Ben bir kere ölümle karşılaşmıştım ve Allah o zaman yaşamama ve doğru yolu bulmama izin vermişti. Ama bir kez daha böyle bir şey yaşarsam kesin ölecektim ve o anda içimde bir huzur bir barış olsun istiyordum. Çok fazla kiliseye gittim ve onlara "sizin Allah konseptiniz nedir?" diye sordum.  "Nasıl ibadet ediyorsunuz? Nasıl huzuru buluyorsunuz? " dedim... Verdikleri cevaplar beni tatmin edici şeyler değildi ve kendimi hala boşlukta hissediyordum.

ARADIĞIM HUZURU OKUL ARKADAŞIM İBRAHİM'İ DİNLERKEN KEŞFETTİM...
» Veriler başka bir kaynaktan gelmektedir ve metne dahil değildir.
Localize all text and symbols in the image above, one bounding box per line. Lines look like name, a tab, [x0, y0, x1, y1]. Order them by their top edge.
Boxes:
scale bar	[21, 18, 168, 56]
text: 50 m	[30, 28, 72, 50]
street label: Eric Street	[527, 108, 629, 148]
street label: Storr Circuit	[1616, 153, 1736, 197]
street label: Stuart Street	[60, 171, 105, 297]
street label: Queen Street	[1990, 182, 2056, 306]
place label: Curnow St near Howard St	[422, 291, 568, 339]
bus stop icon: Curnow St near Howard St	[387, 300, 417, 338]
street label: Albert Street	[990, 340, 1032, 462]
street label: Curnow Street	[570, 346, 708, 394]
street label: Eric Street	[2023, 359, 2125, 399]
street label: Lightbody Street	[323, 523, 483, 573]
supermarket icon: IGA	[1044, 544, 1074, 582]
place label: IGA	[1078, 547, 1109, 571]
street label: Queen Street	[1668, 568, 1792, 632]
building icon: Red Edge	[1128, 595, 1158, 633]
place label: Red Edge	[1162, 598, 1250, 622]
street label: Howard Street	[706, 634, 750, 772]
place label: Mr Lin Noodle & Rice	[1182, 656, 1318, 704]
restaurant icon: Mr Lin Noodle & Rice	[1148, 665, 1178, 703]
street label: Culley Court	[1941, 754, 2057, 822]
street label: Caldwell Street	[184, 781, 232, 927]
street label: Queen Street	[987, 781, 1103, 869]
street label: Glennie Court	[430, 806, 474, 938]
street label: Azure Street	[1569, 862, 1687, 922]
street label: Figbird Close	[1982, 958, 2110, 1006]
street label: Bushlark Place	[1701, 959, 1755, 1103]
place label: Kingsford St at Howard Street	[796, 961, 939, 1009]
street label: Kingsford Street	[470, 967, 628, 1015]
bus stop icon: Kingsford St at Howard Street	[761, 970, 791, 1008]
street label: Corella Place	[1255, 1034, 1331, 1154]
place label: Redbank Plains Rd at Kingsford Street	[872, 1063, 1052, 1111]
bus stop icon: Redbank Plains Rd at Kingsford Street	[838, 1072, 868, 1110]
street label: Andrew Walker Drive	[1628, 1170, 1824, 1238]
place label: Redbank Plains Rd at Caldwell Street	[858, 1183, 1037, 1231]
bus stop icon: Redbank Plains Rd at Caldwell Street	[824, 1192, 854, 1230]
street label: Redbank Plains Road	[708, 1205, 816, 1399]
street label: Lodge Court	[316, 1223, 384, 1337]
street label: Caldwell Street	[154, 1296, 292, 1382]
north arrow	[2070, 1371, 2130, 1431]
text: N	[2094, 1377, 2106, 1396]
Amerika'da ne eğitimi alıyordunuz?

İşletme okuyordum. Michigan'daki üniversitede dünyanın farklı bölgelerinden gelen öğrenciler vardı. Bir gün hocamız derste her öğrenciye kendi kültürünü tanıtması için söz verdi. Ben Latin kültürünü anlattım. Dindar bir Müslüman olan İbrahim'de İslam'dan bahsetti. İslam'ın telaffuzunu ilk defa ben o an İbrahim'den duydum. Dersten sonra İbrahim'in yanına gittim ve bahsettiği tevhid inancının çok ilgimi çektiğini söyledim. "Bir Allah inancı" nasıl olur diye sordum ona. "Ben bir Katoliğim, bizde de bir Allah vardır ama birin içinde üç vardır. Sizin birin içinde kaç Allah var? Üç mü beş mi yedi mi?" diye sordum. Böyle söyleyince İbrahim güldü ve Allah'ın sadece bir olduğunu ve hiçbir şeyle mukayese edilemeyeceğini söyledi. Bu inanç sistemi benim aradığım şeydi. Ben bunu kendi ülkemde kimseye anlatamıyor yani tarif edemiyordum. İbrahim'in anlattıkları benim tam anlamıyla duygularıma tercüman olmuştu. Ona çok kalbi bir yakınlık hissettim. İbrahim bana İslam'la alakalı birkaç kitap verdi.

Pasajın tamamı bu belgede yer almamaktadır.